= WORK TASK =
Every entry below must be reproduced exactly.

*** Begin section ***

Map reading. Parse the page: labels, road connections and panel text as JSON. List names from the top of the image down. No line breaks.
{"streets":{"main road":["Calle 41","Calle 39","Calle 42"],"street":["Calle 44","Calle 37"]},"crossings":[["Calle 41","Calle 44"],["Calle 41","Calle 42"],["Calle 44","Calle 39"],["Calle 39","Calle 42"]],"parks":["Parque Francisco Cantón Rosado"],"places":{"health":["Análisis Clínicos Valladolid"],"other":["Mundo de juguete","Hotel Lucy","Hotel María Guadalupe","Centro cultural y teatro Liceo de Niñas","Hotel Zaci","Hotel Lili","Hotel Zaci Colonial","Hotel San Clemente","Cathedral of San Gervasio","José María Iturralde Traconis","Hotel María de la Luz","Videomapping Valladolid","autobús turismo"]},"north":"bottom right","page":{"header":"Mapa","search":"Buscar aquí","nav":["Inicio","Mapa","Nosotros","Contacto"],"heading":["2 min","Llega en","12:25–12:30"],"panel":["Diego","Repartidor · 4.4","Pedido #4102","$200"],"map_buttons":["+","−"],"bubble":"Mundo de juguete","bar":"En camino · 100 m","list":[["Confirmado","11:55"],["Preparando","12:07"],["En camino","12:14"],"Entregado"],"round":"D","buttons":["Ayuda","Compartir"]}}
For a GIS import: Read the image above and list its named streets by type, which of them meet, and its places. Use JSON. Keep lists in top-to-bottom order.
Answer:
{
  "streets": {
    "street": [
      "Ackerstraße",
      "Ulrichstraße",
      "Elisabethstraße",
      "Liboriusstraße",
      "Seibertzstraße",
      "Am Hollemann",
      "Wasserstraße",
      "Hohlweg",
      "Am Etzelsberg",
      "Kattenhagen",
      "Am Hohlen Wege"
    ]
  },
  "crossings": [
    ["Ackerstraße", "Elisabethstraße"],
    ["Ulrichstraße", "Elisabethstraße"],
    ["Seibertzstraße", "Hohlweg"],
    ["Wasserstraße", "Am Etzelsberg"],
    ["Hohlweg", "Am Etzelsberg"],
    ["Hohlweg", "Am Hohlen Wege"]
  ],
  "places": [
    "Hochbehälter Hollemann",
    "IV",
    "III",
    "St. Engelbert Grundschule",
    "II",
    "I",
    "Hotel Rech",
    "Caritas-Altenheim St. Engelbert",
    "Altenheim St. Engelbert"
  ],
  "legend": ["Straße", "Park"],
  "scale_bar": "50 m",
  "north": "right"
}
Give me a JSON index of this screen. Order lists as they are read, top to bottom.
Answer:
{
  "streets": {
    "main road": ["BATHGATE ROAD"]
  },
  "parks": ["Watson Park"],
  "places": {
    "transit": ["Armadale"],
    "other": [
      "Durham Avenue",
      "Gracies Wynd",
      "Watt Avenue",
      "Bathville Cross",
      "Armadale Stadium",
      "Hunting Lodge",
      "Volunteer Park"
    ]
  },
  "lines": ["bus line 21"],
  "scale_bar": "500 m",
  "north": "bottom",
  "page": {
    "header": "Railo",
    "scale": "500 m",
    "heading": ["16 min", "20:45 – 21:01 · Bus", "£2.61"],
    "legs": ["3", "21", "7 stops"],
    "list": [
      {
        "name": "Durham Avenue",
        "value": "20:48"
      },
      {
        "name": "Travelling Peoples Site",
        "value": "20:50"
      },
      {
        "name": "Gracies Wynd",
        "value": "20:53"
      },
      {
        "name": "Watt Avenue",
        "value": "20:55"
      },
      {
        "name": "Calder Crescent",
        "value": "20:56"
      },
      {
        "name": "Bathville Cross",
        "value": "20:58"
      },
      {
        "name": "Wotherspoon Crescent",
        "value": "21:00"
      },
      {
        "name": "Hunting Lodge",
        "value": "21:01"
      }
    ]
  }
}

*** End section ***

= RESPONSE AREA =
Map reading. Parse the page: labels, road connections and panel text as JSON. List names from the top of the image down. No line breaks.
{"streets":{"main road":["Calle 41","Calle 39","Calle 42"],"street":["Calle 44","Calle 37"]},"crossings":[["Calle 41","Calle 44"],["Calle 41","Calle 42"],["Calle 44","Calle 39"],["Calle 39","Calle 42"]],"parks":["Parque Francisco Cantón Rosado"],"places":{"health":["Análisis Clínicos Valladolid"],"other":["Mundo de juguete","Hotel Lucy","Hotel María Guadalupe","Centro cultural y teatro Liceo de Niñas","Hotel Zaci","Hotel Lili","Hotel Zaci Colonial","Hotel San Clemente","Cathedral of San Gervasio","José María Iturralde Traconis","Hotel María de la Luz","Videomapping Valladolid","autobús turismo"]},"north":"bottom right","page":{"header":"Mapa","search":"Buscar aquí","nav":["Inicio","Mapa","Nosotros","Contacto"],"heading":["2 min","Llega en","12:25–12:30"],"panel":["Diego","Repartidor · 4.4","Pedido #4102","$200"],"map_buttons":["+","−"],"bubble":"Mundo de juguete","bar":"En camino · 100 m","list":[["Confirmado","11:55"],["Preparando","12:07"],["En camino","12:14"],"Entregado"],"round":"D","buttons":["Ayuda","Compartir"]}}
For a GIS import: Read the image above and list its named streets by type, which of them meet, and its places. Use JSON. Keep lists in top-to-bottom order.
Answer:
{
  "streets": {
    "street": [
      "Ackerstraße",
      "Ulrichstraße",
      "Elisabethstraße",
      "Liboriusstraße",
      "Seibertzstraße",
      "Am Hollemann",
      "Wasserstraße",
      "Hohlweg",
      "Am Etzelsberg",
      "Kattenhagen",
      "Am Hohlen Wege"
    ]
  },
  "crossings": [
    ["Ackerstraße", "Elisabethstraße"],
    ["Ulrichstraße", "Elisabethstraße"],
    ["Seibertzstraße", "Hohlweg"],
    ["Wasserstraße", "Am Etzelsberg"],
    ["Hohlweg", "Am Etzelsberg"],
    ["Hohlweg", "Am Hohlen Wege"]
  ],
  "places": [
    "Hochbehälter Hollemann",
    "IV",
    "III",
    "St. Engelbert Grundschule",
    "II",
    "I",
    "Hotel Rech",
    "Caritas-Altenheim St. Engelbert",
    "Altenheim St. Engelbert"
  ],
  "legend": ["Straße", "Park"],
  "scale_bar": "50 m",
  "north": "right"
}
Give me a JSON index of this screen. Order lists as they are read, top to bottom.
Answer:
{
  "streets": {
    "main road": ["BATHGATE ROAD"]
  },
  "parks": ["Watson Park"],
  "places": {
    "transit": ["Armadale"],
    "other": [
      "Durham Avenue",
      "Gracies Wynd",
      "Watt Avenue",
      "Bathville Cross",
      "Armadale Stadium",
      "Hunting Lodge",
      "Volunteer Park"
    ]
  },
  "lines": ["bus line 21"],
  "scale_bar": "500 m",
  "north": "bottom",
  "page": {
    "header": "Railo",
    "scale": "500 m",
    "heading": ["16 min", "20:45 – 21:01 · Bus", "£2.61"],
    "legs": ["3", "21", "7 stops"],
    "list": [
      {
        "name": "Durham Avenue",
        "value": "20:48"
      },
      {
        "name": "Travelling Peoples Site",
        "value": "20:50"
      },
      {
        "name": "Gracies Wynd",
        "value": "20:53"
      },
      {
        "name": "Watt Avenue",
        "value": "20:55"
      },
      {
        "name": "Calder Crescent",
        "value": "20:56"
      },
      {
        "name": "Bathville Cross",
        "value": "20:58"
      },
      {
        "name": "Wotherspoon Crescent",
        "value": "21:00"
      },
      {
        "name": "Hunting Lodge",
        "value": "21:01"
      }
    ]
  }
}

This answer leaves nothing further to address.